There are a small number of municipalities in Japan whose names are written in hiragana or katakana, together known as kana, rather than kanji as is traditional for Japanese place names. Many city names written in kana have kanji equivalents that are either phonetic manyōgana, or whose kanji are outside of the jōyō kanji.
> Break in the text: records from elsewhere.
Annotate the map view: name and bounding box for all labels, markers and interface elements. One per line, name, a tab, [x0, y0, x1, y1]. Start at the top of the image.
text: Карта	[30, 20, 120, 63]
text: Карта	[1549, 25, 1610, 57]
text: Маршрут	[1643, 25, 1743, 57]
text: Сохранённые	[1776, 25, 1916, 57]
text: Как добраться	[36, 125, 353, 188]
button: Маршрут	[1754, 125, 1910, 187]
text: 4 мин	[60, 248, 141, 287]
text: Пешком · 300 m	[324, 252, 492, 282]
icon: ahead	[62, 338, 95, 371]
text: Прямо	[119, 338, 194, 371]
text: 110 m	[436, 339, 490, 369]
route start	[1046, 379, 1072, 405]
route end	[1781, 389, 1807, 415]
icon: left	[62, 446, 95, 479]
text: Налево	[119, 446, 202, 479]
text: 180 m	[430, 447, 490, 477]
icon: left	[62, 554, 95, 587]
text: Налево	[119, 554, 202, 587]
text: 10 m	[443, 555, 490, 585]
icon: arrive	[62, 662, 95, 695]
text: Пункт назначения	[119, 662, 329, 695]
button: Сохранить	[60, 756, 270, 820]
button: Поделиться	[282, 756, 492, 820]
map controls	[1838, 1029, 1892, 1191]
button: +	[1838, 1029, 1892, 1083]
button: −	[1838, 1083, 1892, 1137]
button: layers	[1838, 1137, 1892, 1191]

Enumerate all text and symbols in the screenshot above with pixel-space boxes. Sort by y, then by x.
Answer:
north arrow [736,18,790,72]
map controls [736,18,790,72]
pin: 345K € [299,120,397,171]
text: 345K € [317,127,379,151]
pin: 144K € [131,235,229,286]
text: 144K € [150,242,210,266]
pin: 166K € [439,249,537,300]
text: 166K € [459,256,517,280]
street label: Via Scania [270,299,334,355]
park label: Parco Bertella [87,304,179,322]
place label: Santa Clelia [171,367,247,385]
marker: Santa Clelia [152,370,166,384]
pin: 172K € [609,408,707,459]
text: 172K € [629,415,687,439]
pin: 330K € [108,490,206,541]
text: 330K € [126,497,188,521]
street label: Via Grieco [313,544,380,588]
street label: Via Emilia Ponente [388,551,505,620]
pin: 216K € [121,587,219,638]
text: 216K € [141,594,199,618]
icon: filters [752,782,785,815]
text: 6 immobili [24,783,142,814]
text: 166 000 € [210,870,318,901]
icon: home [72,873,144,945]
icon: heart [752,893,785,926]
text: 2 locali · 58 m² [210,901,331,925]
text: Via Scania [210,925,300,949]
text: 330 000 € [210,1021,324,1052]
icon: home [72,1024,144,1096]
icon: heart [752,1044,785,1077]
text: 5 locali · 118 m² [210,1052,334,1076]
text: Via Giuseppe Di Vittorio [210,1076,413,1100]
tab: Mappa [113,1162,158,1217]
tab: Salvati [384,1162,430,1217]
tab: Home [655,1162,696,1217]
Others, such as Tsukuba in Ibaraki Prefecture, are taken from localities or landmarks whose names continue to be written in kanji. Another cause is the merger of multiple cities, one of which had the original kanji — in such cases, the hiragana place name is used to create a new identity for the merged city, distinct from the constituent city with the same kanji name.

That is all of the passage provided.